Primero el 10, después el 55 y dos horas y pico después estaba en mi destino, caminando lo más pancha por St Just a las 8 y tanto de la mañana cual un vecino más.
Tenía que hacerme unos estudios médicos para dar clases en una Universidad, así que después de entregar una considerable cantidad de mi sangre azul me senté en un bolichón nada despreciable y pedí desayuno para tres por el mismo precio que en la esquina de mi casa me tomo un cortado.
Feliz con la experiencia, el lugar, la gente, todo (sí, creo que el vaciado y rellenado de sangre me produjo un efecto colateral no buscado pero de lo más estimulante...), terminé mi festín, estiré la manito y me tomé el 55 de regreso.
Volvía dormitando, escuchando música y describiendo mentalmente mi mañana de turismo de alto
handicap por el conourbano bonaerense cuando una llamada me despertó.
Era un amigo invitándome a ver la semifinal del Abierto.
Acepté, obvio.
Me bajé del 55, me subí al 10, me encontré con mi amigo y mi entrada, corrí a casa, dejé mis papeles y vestimenta universitarios y dediqué 20 minutos a crear mi look de “me puse lo primero que encontré en el ropero”.

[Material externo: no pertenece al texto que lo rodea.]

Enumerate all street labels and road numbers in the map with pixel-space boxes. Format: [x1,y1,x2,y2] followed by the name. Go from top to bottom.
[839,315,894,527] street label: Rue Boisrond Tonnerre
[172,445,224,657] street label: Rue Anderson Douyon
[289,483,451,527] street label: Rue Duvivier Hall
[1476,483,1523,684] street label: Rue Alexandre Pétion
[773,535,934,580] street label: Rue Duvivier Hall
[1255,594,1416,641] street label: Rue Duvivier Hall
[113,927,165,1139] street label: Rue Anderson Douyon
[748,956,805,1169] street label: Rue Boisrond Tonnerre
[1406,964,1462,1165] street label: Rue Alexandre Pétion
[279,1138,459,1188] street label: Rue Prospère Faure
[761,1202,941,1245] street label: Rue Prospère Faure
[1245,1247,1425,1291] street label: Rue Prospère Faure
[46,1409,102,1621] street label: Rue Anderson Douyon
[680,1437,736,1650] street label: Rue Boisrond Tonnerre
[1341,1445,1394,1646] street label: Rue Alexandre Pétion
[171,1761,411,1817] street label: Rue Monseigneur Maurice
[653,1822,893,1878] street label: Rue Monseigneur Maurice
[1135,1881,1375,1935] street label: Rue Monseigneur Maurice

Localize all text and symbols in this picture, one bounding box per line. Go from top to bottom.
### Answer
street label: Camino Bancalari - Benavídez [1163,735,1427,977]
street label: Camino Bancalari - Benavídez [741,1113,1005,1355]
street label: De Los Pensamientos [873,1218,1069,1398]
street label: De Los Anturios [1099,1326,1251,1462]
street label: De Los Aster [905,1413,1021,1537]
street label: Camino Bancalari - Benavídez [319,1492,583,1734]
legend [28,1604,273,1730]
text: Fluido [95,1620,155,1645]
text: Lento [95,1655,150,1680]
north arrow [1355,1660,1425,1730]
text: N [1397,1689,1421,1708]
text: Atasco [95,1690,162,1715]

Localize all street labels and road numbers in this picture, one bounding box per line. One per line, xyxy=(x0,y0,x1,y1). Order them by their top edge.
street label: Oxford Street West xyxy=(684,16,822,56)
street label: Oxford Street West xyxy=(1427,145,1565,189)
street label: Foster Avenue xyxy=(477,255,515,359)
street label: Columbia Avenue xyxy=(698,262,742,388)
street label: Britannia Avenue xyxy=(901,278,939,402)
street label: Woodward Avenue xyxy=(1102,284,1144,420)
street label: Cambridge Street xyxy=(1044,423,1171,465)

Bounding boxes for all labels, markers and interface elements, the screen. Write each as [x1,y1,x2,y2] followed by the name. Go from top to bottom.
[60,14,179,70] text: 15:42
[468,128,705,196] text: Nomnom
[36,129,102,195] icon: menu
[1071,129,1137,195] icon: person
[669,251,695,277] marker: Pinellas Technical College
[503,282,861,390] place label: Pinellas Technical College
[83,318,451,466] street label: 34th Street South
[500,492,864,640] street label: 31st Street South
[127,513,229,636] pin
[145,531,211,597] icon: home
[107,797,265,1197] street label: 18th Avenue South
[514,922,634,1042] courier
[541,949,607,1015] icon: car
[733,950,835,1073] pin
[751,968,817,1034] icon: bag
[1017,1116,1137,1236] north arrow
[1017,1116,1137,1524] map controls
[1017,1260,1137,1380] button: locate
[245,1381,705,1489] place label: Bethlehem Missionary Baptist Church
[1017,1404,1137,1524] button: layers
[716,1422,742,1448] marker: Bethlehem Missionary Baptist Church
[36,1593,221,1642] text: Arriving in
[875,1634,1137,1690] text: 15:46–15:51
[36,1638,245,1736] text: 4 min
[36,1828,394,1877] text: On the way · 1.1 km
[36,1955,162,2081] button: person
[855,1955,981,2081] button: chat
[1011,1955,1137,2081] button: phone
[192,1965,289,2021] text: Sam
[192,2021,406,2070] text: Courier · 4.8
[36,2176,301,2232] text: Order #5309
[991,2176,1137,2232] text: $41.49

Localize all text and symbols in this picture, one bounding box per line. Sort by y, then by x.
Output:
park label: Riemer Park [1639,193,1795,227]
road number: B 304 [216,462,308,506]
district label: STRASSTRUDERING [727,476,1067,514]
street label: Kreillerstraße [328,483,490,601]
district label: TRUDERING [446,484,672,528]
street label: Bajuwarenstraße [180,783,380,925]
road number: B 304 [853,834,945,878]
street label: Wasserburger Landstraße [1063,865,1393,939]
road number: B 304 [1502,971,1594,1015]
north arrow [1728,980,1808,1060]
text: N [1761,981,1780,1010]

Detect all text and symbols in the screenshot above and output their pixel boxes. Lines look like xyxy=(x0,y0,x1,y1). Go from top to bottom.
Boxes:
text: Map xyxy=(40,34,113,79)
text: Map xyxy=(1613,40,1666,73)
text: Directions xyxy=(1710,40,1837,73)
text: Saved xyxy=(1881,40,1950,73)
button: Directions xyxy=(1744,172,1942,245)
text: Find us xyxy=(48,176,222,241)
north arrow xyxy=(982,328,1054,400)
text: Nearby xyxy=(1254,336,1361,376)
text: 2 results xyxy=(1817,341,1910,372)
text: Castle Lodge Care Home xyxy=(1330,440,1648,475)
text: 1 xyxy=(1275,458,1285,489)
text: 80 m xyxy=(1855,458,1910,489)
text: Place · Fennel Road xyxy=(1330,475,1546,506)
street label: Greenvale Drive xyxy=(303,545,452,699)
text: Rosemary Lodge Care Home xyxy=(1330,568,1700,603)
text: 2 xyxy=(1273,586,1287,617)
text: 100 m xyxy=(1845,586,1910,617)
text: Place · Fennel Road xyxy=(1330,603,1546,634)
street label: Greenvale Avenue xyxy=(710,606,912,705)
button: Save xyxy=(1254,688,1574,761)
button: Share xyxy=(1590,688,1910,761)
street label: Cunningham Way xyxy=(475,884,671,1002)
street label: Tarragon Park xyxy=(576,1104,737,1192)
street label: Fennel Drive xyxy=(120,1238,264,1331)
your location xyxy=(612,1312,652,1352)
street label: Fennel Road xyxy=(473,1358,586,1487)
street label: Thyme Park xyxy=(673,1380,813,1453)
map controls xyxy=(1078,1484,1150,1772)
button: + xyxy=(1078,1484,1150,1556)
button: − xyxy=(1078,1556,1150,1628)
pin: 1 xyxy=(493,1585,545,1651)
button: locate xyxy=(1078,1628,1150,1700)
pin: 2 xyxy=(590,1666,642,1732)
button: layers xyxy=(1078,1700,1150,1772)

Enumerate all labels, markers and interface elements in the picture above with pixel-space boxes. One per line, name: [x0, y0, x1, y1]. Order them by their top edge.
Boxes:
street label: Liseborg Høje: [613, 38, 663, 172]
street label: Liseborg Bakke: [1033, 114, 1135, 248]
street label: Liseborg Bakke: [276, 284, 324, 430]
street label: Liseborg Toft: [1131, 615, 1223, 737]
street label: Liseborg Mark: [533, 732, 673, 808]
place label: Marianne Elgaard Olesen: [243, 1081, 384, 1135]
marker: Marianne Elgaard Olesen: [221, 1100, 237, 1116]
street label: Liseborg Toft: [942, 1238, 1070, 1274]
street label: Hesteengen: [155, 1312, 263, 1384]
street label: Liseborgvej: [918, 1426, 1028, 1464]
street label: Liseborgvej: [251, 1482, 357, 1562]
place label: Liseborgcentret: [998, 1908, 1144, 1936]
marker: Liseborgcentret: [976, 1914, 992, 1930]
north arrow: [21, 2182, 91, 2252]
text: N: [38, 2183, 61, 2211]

Salí, y caminando a la parada del colectivo me arranqué la curita que todavía tapaba mi vena agujereada, me sequé con el algodoncito el lagrimón que se me piantó con el tirón (no hay caso, nunca logré que poner cara de “no pain” venga acompañado de un real “no pain”), y veinte minutos después, 10 mediante (nuevamente), ya era un integrante más de la jungla palermitana.